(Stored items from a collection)
════

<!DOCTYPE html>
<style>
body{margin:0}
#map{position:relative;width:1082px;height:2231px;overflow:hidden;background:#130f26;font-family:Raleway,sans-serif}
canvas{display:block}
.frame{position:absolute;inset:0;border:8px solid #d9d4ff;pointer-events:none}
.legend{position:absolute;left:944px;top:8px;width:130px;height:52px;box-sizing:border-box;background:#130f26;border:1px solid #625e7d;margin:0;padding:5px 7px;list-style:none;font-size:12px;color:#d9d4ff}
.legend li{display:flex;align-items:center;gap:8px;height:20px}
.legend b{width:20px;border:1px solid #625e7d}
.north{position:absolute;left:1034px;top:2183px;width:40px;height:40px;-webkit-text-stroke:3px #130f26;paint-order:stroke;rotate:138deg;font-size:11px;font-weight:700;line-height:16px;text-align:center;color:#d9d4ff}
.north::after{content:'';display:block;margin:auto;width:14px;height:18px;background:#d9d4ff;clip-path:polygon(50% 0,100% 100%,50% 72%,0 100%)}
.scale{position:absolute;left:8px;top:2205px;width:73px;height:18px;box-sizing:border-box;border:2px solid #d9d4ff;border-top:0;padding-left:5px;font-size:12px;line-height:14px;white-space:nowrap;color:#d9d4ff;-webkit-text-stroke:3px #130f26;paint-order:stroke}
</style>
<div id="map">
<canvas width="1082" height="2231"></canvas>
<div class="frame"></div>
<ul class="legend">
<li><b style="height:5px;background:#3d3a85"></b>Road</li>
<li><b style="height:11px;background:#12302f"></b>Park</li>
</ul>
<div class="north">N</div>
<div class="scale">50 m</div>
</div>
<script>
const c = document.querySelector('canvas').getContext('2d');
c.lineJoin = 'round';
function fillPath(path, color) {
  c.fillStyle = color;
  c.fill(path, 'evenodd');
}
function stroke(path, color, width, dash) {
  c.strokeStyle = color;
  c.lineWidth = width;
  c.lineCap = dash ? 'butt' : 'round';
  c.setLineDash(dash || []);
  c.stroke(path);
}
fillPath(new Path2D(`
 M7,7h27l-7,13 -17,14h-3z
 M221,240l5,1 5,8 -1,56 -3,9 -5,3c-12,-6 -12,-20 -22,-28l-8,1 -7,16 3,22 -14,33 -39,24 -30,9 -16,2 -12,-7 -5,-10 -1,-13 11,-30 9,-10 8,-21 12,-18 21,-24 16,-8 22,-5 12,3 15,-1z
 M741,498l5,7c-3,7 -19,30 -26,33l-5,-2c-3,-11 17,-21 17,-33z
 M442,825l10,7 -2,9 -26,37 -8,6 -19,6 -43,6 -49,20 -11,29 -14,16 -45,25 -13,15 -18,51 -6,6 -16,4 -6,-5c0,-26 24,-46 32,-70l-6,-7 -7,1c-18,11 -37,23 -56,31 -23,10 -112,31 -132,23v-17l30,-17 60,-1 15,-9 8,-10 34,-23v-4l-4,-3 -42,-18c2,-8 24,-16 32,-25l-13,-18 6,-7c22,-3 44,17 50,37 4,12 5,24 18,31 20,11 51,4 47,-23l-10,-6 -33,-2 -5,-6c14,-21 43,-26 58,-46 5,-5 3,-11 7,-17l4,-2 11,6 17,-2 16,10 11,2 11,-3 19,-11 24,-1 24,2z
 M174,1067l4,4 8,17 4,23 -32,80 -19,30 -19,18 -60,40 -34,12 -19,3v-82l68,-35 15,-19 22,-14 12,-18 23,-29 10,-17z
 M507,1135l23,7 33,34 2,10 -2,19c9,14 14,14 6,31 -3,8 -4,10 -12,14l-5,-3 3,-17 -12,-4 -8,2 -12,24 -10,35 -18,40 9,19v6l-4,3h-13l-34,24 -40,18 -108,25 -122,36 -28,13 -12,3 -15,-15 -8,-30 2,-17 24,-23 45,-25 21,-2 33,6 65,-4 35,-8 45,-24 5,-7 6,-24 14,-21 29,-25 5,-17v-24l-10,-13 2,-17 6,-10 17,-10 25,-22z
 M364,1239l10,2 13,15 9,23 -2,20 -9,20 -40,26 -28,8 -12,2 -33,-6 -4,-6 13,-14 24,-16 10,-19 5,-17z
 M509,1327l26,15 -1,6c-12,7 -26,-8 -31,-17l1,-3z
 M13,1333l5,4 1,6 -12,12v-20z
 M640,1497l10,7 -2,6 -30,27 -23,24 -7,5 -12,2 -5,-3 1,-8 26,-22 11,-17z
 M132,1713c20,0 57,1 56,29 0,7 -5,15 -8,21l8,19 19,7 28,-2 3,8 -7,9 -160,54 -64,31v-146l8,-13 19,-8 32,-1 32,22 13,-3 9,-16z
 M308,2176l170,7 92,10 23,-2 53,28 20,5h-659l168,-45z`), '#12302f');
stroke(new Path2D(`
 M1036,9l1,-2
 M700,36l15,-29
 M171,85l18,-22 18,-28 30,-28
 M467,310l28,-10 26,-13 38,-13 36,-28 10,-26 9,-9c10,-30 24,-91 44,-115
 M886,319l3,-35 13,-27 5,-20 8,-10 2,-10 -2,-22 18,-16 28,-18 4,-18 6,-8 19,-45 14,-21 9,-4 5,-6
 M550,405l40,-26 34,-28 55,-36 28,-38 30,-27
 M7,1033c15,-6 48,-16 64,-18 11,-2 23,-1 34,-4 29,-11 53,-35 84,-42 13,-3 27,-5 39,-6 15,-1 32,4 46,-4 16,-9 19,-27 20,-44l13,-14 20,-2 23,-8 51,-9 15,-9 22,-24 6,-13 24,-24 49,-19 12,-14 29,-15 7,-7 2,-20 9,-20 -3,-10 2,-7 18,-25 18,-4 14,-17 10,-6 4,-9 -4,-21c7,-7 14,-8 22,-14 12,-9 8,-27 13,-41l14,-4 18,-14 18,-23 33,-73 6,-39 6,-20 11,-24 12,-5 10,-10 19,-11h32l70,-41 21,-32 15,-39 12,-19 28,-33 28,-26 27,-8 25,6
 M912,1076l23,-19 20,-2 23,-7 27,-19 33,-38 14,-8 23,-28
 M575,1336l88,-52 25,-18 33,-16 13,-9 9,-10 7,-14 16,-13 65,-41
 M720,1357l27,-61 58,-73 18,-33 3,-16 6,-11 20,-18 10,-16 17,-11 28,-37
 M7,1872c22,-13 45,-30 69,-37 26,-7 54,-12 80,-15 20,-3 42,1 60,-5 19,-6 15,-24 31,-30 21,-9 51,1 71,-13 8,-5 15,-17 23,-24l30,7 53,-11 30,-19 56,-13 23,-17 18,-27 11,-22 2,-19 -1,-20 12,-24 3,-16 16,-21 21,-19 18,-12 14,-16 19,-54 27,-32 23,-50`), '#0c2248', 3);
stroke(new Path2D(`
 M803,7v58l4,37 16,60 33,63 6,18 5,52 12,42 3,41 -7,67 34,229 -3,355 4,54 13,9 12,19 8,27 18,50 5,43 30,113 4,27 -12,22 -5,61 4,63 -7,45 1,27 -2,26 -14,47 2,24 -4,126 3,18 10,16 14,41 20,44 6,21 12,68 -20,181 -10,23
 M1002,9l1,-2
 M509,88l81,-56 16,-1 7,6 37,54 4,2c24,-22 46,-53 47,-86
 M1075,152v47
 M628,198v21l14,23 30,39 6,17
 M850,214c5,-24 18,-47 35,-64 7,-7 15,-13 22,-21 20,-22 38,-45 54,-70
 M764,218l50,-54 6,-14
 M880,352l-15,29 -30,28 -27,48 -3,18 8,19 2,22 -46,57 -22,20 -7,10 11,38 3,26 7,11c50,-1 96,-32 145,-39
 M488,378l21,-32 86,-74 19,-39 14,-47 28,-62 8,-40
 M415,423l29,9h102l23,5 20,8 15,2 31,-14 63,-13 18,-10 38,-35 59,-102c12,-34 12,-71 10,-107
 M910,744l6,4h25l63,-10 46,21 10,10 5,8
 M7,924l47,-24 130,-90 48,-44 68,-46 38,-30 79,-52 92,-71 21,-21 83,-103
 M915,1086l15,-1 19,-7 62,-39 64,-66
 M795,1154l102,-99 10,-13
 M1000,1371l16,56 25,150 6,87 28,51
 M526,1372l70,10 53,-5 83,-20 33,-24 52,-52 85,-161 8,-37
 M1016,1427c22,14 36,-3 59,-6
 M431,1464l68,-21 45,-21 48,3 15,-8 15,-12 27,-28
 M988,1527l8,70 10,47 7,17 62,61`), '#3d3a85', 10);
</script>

════

Exercise goal: Tell how many lines in the records above contain "function", giving the number and no other words.

Answer area: 2